Dr Mark’s The Meaning in a Nutshell

Rolf de Heer (director and co-writer) and David Gulpilil (co-writer), Charlie’s Country (2013)

Directed by Rolf de Heer, and co-written by de Heer with the star of the film David Gulpilil, Charlie’s Country (2013) is a celebration of the acting talent and screen persona of David Gulpilil who is one of Australia’s most   accomplished Aboriginal actors.  The film by de Heer was inspired by the highs and lows of Gulpilil’s extraordinary life and by his (and de Heer’s) political beliefs on Aboriginal identity and self-determination, and on the appropriate relations between the white and black populations.  The film argues that white people have no right to be telling Aborigines what to do and how to live on their own ancestral tribal land. 

The film argues that the Aborigines were unfairly displaced from their ancestral tribal lands by white colonial settlement and then marginalised and oppressed by Australian laws and regulations in a manner that compromised their sense of identity and belonging.  This left the Aboriginal people feeling caught between two worlds and succeeding in neither of them: the bureaucratised, regulated and commercialised world of white civilisation with its unhealthy, sugary, processed supermarket food and the temptations of alcohol, tobacco and illicit drugs; and the world of the tribal Aborigines who value living on their ancestral lands and close to nature as traditional hunter-gatherers and who also value the passing of their tribal traditions on to their young. 

The film argues that this process of Aboriginal alienation intensified after 2007 during the period of the Federal Government’s ‘intervention’ into the jurisdiction of the Northern Territory to address the chronic problems of alcoholism, illicit drug abuse, and violence within Aboriginal communities.
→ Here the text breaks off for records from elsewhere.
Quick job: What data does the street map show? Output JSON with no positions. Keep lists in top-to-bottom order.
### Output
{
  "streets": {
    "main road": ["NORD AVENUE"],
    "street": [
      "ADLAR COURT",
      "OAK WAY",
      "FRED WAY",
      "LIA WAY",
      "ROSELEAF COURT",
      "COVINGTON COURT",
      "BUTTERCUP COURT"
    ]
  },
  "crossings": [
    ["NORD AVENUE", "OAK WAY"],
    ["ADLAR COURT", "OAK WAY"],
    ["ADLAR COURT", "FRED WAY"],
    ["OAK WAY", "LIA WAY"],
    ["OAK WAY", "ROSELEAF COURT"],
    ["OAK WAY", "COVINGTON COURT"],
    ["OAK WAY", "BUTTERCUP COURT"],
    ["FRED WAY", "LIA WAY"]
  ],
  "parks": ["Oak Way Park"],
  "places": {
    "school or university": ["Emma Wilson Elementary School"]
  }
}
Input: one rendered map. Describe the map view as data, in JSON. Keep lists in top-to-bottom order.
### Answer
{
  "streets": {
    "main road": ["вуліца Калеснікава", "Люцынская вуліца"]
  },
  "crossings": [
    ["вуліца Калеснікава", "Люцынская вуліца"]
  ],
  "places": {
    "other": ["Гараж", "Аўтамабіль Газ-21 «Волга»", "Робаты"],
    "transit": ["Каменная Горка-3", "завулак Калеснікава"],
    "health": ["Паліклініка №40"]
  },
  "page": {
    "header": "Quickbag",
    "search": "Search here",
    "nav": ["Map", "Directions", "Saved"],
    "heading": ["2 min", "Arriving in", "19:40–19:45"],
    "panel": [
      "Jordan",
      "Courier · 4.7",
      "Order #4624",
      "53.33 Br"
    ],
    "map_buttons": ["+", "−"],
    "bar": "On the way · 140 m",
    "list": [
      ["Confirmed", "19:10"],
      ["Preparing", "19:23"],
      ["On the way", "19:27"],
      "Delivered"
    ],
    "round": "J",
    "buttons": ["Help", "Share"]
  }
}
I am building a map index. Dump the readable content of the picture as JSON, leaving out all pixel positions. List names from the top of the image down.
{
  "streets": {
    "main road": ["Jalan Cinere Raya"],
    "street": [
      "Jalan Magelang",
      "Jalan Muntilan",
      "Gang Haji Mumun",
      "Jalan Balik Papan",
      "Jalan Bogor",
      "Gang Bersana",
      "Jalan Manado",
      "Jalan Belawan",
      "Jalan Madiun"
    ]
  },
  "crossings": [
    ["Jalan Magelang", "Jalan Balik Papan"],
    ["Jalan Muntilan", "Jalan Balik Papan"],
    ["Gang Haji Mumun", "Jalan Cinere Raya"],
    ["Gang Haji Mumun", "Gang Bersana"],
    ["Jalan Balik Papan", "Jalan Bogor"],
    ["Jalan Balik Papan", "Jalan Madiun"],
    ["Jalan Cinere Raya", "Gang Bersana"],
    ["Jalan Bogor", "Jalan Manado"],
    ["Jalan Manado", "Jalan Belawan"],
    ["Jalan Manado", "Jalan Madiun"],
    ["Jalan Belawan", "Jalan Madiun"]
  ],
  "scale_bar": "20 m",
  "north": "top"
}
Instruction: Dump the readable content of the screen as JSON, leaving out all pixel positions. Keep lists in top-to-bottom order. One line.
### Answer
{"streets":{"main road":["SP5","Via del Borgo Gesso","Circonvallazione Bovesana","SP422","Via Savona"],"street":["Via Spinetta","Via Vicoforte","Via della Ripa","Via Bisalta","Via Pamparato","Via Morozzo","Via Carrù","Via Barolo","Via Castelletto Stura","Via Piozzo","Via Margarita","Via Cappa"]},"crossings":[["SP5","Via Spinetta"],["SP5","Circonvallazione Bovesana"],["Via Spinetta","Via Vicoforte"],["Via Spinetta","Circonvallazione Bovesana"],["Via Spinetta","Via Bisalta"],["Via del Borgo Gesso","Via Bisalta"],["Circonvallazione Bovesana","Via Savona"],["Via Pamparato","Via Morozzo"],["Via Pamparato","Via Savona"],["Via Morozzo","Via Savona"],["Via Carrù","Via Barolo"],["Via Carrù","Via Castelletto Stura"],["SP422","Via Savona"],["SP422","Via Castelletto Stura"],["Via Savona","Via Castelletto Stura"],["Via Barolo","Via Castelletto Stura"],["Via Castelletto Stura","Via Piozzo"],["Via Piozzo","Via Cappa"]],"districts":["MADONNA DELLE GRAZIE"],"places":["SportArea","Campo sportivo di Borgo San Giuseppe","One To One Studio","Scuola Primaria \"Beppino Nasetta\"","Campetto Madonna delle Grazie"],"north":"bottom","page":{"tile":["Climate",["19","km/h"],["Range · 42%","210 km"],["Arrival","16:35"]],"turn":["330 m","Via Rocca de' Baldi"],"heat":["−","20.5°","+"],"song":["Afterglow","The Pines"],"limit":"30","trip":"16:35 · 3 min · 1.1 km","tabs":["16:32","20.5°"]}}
The film presents the resulting administration of the Aborigines’ lives as intrusive and as at the expense of Aboriginal self-determination.  And it depicts the resulting heavy police presence as oppressive, culturally insensitive, and sometimes violent with the racist attitudes of the police lurking under the surface of polite discourse until the police are provoked to anger and then it is fully revealed.   

The film is in the tradition of post-colonial literature and cinema since it seeks to give expression to what are theoretically considered to be marginalised voices, those of the Aboriginal Australians.  The film challenges what is assumed to be the dominant (white) discourse by presenting an Aboriginal perspective on white settlement and civilisation.  Although de Heer is an Australian of (white) Dutch ancestry, he relied on the Aboriginal actor David Gulpilil to give his film more post-colonial authenticity by incorporating Gulpilil’s own dialogue and attitudes into the story as much as possible.  This included making the film bilingual.  Several Aboriginal characters speak in their own Aboriginal language as well as in English.  Indeed, sometimes the speaking of this Aboriginal language is treated as an act of defiance in the face of oppression by (white) Australian authorities.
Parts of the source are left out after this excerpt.